METHOD FOR OPTIMIZING PROTECTION CIRCUITS OF ELECTRONIC DEVICE CHIPS IN A WAFER

Abstract
A method for wafer-level optimization of protection circuits of nitride-based electronic device chips in a wafer is provided. The method comprises: fabricating an adjustment circuit in the wafer for each of the protection circuits, the adjustment circuit including one or more fuse elements connected respectively in parallel with one or more protection devices in the protection circuit; and adjusting each of the protection circuits by trimming one or more to-be-trimmed fuse elements corresponding to the protection circuit. The trimming of the to-be-trimmed fuse elements is performed by applying a photoresist layer on the wafer; patterning the photoresist layer with a one-to-one photomask to expose the to-be-trimmed fuse elements; and etching away the to-be-trimmed fuse elements. By using the one-to-one photomask, complete wafer coverage can be achieved without stepping the wafer repeatedly from position to position for exposure.
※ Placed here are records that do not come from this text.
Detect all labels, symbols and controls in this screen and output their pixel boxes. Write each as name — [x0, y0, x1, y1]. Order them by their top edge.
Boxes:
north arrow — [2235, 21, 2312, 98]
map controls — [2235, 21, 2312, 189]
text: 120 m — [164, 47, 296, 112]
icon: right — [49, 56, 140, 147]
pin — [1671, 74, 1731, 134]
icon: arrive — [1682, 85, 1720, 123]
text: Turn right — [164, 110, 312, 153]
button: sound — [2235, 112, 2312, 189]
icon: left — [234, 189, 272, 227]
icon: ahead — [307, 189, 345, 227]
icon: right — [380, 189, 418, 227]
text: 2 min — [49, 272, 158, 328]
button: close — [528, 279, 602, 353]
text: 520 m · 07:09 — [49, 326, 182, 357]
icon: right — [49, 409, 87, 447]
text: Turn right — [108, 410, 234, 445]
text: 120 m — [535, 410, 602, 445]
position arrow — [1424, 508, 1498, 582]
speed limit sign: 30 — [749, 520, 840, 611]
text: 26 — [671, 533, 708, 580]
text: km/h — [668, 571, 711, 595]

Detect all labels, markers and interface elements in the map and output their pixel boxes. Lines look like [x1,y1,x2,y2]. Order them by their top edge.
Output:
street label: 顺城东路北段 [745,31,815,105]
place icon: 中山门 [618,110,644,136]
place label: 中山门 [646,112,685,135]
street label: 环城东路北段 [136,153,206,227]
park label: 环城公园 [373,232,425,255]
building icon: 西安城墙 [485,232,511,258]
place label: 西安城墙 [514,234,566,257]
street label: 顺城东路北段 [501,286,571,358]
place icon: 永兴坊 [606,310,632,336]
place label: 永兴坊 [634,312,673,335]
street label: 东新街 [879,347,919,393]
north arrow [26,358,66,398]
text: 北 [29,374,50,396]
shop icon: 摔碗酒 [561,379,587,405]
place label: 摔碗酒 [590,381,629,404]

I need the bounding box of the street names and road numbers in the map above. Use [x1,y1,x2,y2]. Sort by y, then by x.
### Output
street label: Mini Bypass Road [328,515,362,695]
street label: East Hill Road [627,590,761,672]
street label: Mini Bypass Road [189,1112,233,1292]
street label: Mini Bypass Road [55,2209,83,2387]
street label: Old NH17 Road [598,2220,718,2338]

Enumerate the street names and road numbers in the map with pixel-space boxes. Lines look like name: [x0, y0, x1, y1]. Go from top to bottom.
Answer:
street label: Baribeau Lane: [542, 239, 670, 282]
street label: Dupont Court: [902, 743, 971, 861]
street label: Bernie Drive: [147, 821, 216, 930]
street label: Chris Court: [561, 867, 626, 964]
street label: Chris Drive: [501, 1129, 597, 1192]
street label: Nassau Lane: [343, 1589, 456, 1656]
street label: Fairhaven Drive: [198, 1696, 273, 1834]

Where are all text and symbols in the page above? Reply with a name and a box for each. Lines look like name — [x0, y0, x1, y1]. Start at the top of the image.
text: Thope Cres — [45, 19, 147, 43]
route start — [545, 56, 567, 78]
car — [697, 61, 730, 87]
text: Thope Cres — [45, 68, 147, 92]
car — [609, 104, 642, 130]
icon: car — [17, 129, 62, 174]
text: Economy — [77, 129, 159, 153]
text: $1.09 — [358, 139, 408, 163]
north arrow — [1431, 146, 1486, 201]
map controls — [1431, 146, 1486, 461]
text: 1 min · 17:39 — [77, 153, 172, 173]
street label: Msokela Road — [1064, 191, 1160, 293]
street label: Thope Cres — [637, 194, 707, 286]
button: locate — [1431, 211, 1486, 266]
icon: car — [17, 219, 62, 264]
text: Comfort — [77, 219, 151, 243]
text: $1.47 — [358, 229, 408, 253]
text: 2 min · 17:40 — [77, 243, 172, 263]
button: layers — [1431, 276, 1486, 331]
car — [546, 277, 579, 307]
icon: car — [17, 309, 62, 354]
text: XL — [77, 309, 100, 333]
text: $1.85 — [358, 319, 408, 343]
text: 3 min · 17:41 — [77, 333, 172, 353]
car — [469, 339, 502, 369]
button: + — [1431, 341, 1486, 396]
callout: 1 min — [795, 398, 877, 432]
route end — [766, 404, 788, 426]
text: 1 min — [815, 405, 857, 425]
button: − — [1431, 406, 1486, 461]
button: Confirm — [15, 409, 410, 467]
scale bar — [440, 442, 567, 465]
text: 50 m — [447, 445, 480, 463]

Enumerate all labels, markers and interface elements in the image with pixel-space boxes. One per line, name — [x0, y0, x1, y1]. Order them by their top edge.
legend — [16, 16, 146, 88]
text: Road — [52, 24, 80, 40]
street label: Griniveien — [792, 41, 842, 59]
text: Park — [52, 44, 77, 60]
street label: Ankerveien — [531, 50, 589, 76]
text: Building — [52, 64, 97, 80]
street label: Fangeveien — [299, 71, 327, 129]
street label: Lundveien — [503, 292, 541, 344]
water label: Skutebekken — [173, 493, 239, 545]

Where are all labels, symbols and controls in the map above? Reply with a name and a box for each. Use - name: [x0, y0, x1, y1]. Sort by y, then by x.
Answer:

Therefore, complexity of photomask alignment and exposure errors can be greatly reduced.
Description
FIELD OF THE INVENTION

The present invention generally relates to relates to a method for optimizing protection circuits of electronic device chips in a wafer. More specifically, the present invention relates to a method for wafer-level optimization of protection circuits of nitride-based electronic device chips in a wafer.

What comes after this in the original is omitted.